滾る恋情の檻
 その時、少し離れたところにいた男子学生が、美子に気づいて大げさに声を上げた。

「えっ!?遥、誰この子!?めちゃくちゃ可愛いじゃん!知り合い!?」


美子はその声の大きさに、一瞬びくっと肩をすくめる。


注目された恥ずかしさで耳まで赤くなり、うつむきそうになる。


だが、遥は少し苦笑しながら彼に答えた。


「高校の後輩。俺の友達の妹なんだ」


「はぁ!?友達の妹!?こないだ誰か紹介してって言っても、いないっつってたじゃん!なんでこんな美人を隠してたんだよ!」


「隠してたわけじゃないって」

友人は大げさに頭を抱えてみせて、さらに美子に視線を向けてきた。


「いやいや、本当に可愛すぎてびっくりした。

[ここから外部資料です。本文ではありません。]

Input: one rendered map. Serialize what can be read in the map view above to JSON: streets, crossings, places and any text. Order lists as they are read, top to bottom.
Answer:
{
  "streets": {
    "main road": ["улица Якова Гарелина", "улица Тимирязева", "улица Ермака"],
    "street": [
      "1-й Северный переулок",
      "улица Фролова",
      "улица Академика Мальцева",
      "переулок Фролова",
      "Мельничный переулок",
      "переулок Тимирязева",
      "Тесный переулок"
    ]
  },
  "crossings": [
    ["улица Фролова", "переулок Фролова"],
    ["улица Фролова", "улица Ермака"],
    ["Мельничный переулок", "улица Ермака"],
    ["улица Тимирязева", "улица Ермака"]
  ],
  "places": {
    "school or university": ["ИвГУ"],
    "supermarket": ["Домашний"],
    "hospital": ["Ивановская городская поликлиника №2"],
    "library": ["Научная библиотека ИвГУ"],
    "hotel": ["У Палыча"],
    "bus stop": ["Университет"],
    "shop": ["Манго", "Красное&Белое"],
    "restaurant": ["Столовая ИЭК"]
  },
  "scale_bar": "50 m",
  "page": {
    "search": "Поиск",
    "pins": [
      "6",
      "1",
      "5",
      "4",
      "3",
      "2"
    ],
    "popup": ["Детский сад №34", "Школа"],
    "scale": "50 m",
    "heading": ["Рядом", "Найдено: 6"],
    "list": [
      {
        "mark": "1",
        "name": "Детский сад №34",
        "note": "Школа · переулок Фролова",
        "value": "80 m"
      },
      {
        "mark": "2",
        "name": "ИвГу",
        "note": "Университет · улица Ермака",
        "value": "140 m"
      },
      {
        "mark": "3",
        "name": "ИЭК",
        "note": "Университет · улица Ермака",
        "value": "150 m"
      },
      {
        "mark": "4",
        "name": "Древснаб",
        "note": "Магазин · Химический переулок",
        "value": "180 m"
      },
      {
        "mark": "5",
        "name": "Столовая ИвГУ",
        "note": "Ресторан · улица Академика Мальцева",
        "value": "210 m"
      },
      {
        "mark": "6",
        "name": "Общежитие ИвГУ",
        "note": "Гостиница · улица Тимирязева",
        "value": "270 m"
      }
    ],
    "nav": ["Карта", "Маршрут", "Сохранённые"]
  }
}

遥、普段から可愛い子に知り合い多すぎだろ!」

「やめろって」


遥は少し困ったように笑う。


その笑みが自分の存在を肯定してくれているみたいで――けれど、先輩の周りにはやっぱり綺麗な人が多いんだ…と、美子の心は複雑な気持ちになった。


美子は少し戸惑ったあと、ふわりと笑みを浮かべた。


「ありがとうございます」


柔らかく、自然に。まるで何度もそういう場面を切り抜けてきたかのような大人びた微笑み。


「……っ」


友人は一瞬で固まり、顔を真っ赤にする。


「ちょ、ちょっと……やば……なんだこれ……」


思わず口元を手で覆い、うろたえたように遥の方を見やる。


「な、なぁ遥……お前の後輩、破壊力すごすぎないか……!?」

「声、でかすぎ」


その言葉に、遥は苦笑しながら軽く肩をすくめたが、その目はどこか複雑そうに美子を見ていた。


美子はそんな視線に気づくことなく、にこやかに会釈する。


けれど胸の奥では――


(……なんで、他の人とは普通に話せるのに、先輩にはまともに笑顔すら見せられないんだろう…)


そんな思いがぐるぐると渦を巻いていた。